Episode 1; Haunted
There was that smell again.
Burning sulphur. At least I imagine that's what sulphur smells like
It woke me abruptly, and I nearly fell off the window ledge, the long skirt tripping me.
“Crap, crap, crap.” Heart pounding a mile a minute, I scrambled upright, shoving my messy bottle green hair out of my face
The scent of burning sulphur surged, filling the air until I almost couldn’t breathe. My throat tightened, fear fisting it tight.
It was him.
The dark. The shadow. It had to be.
I didn’t know what haunted me, but I knew it was deadly. My dreams and my intuition made that clear.
But I wanted to know.
Because as much as the dark shadow scared me, I was desperate to discover what it was. Why did it make me hot and cold all at once? Why did it smell like the depths of hell, but in a way that I liked?
As I neared the back, I swore I saw a man in the shadow—no, of the shadow. Like he was made of the dark starless night itself. Tall and broad, he appeared at the corners of my vision…watching me.
I swore I’d seen him in my dreams before, just his physique and a black and gold mask covering his face, half and half perfectly symmetrical like yin and yang
It was his presence I felt now, watching me so intently. Warmth crept over my skin, banishing some of the coldness, an unnatural response to a phantom.

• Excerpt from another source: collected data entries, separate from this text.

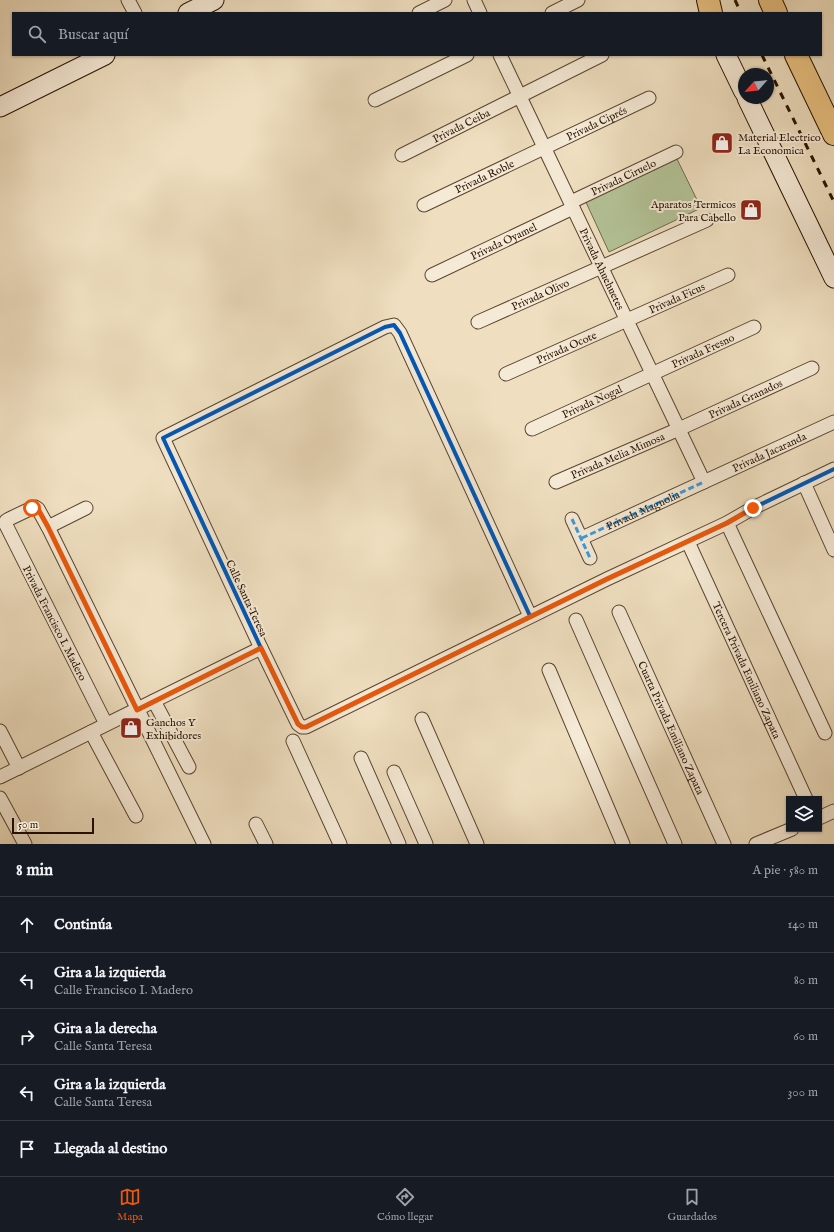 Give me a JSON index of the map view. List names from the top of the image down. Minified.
{"streets":{"street":["Privada Ciprés","Privada Ceiba","Privada Roble","Privada Ciruelo","Privada Oyamel","Privada Ahuehuetes","Privada Olivo","Privada Ficus","Privada Ocote","Privada Fresno","Privada Granados","Privada Nogal","Privada Jacaranda","Privada Melia Mimosa","Privada Magnolia","Calle Santa Teresa","Privada Francisco I. Madero","Tercera Privada Emiliano Zapata","Cuarta Privada Emiliano Zapata"]},"crossings":[["Privada Ciprés","Privada Roble"],["Privada Ciprés","Privada Ahuehuetes"],["Privada Ceiba","Privada Ahuehuetes"],["Privada Roble","Privada Ahuehuetes"],["Privada Ciruelo","Privada Oyamel"],["Privada Ciruelo","Privada Ahuehuetes"],["Privada Oyamel","Privada Ahuehuetes"],["Privada Ahuehuetes","Privada Olivo"],["Privada Ahuehuetes","Privada Ficus"],["Privada Ahuehuetes","Privada Ocote"],["Privada Ahuehuetes","Privada Fresno"],["Privada Ahuehuetes","Privada Granados"],["Privada Ahuehuetes","Privada Nogal"],["Privada Ahuehuetes","Privada Jacaranda"],["Privada Ahuehuetes","Privada Melia Mimosa"],["Privada Ahuehuetes","Privada Magnolia"],["Privada Ficus","Privada Ocote"],["Privada Fresno","Privada Nogal"],["Privada Granados","Privada Melia Mimosa"],["Privada Jacaranda","Privada Magnolia"],["Calle Santa Teresa","Tercera Privada Emiliano Zapata"]],"places":{"shop":["Material Electrico La Economica","Aparatos Termicos Para Cabello","Ganchos Y Exhibidores"]},"scale_bar":"50 m","north":"bottom left","page":{"search":"Buscar aquí","scale":"50 m","heading":["8 min","A pie · 580 m"],"list":[["Continúa","140 m"],["Gira a la izquierda","Calle Francisco I. Madero","80 m"],["Gira a la derecha","Calle Santa Teresa","60 m"],["Gira a la izquierda","Calle Santa Teresa","300 m"],"Llegada al destino"],"nav":["Mapa","Cómo llegar","Guardados"]}} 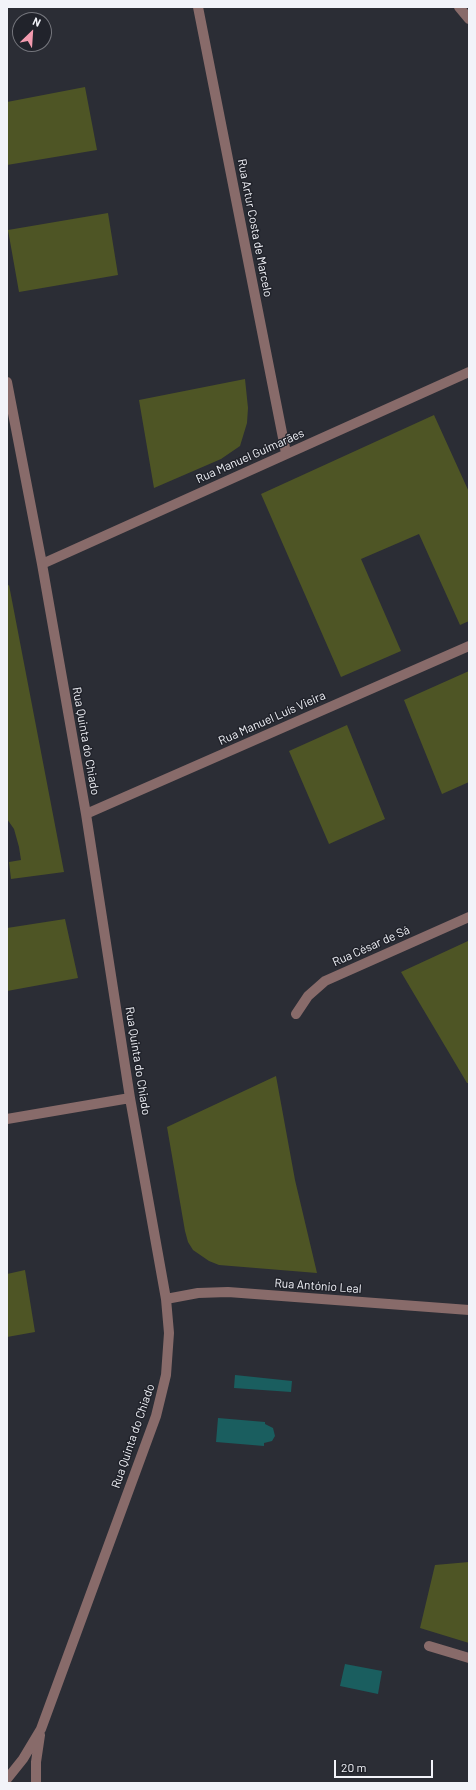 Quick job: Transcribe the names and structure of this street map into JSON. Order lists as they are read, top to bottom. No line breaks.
{"streets":{"street":["Rua Artur Costa de Marcelo","Rua Manuel Guimarães","Rua Manuel Luís Vieira","Rua Quinta do Chiado","Rua César de Sá","Rua António Leal"]},"crossings":[["Rua Artur Costa de Marcelo","Rua Manuel Guimarães"],["Rua Manuel Guimarães","Rua Quinta do Chiado"],["Rua Manuel Luís Vieira","Rua Quinta do Chiado"],["Rua Quinta do Chiado","Rua António Leal"]],"scale_bar":"20 m","north":"top right"} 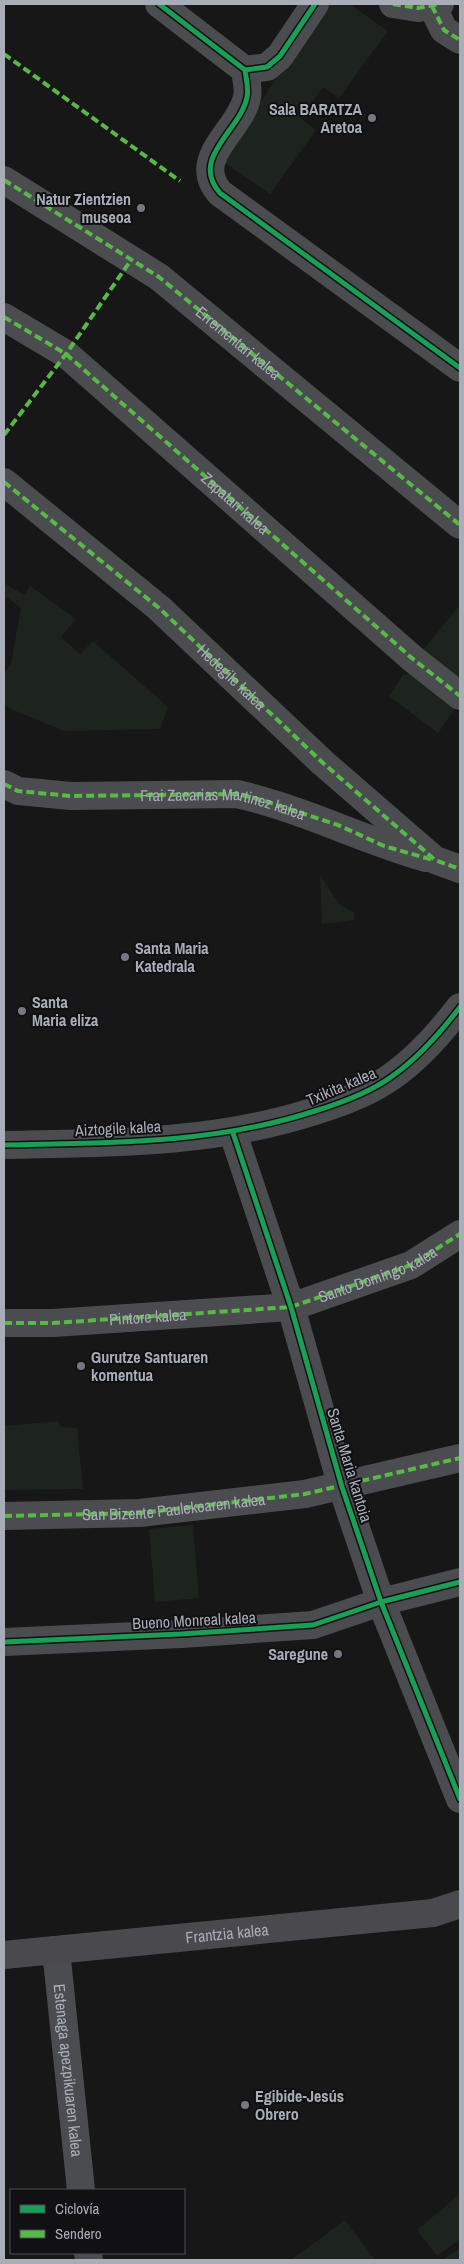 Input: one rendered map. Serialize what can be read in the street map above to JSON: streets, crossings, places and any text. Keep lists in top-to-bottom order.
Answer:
{
  "streets": {
    "main road": ["Frantzia kalea"],
    "street": [
      "Errementari kalea",
      "Zapatari kalea",
      "Hedegile kalea",
      "Frai Zacarias Martinez kalea",
      "Txikita kalea",
      "Aiztogile kalea",
      "Santo Domingo kalea",
      "Pintore kalea",
      "Santa Maria kantoia",
      "San Bizente Paulekoaren kalea",
      "Bueno Monreal kalea",
      "Estenaga apezpikuaren kalea"
    ]
  },
  "crossings": [
    ["Hedegile kalea", "Frai Zacarias Martinez kalea"],
    ["Txikita kalea", "Aiztogile kalea"],
    ["Txikita kalea", "Santa Maria kantoia"],
    ["Aiztogile kalea", "Santa Maria kantoia"],
    ["Santo Domingo kalea", "Pintore kalea"],
    ["Santo Domingo kalea", "Santa Maria kantoia"],
    ["Pintore kalea", "Santa Maria kantoia"],
    ["Santa Maria kantoia", "San Bizente Paulekoaren kalea"],
    ["Santa Maria kantoia", "Bueno Monreal kalea"],
    ["Frantzia kalea", "Estenaga apezpikuaren kalea"]
  ],
  "places": [
    "Sala BARATZA Aretoa",
    "Natur Zientzien museoa",
    "Santa Maria Katedrala",
    "Santa Maria eliza",
    "Gurutze Santuaren komentua",
    "Saregune",
    "Egibide-Jesús Obrero"
  ],
  "legend": ["Ciclovía", "Sendero"]
}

I turned toward him, and he disappeared as if he’d never been there.
What was I going to do if I caught him, anyway?
I had magic—elemental magic, mostly—but not much of it. And I wasn’t particularly skilled because I lived among humans who still believe magic was non existent, as if the paranormal movies they watch mean nothing and have no basis.
I was headed to the stage to check on the settings when I spotted something at the base, I thought it was one of the props.
But deep down I knew I wouldn't like what I'd find, at first she looked like she was sleeping, peaceful in a theater playing loud music.
'Laura!?.,Laura wake up b***h we've got rehearsal' but her skin was like burning ice, she was gone, the only person I was close to in this world was gone....
I am pretty sure what killed my pet last month is the same thing that killed my only friend, the darkness that haunted my nights and darkened my days was taking the things I loved, one at a time.. what did I do to deserve this!? I'm a good person. Sure I lie once in a while but only white lies so why is this dark being after me? Why me exactly it's not like I'm powerful elemental witch I can't even keep myself dry when it rains.
So for what other reason would anything try to ruin my life!?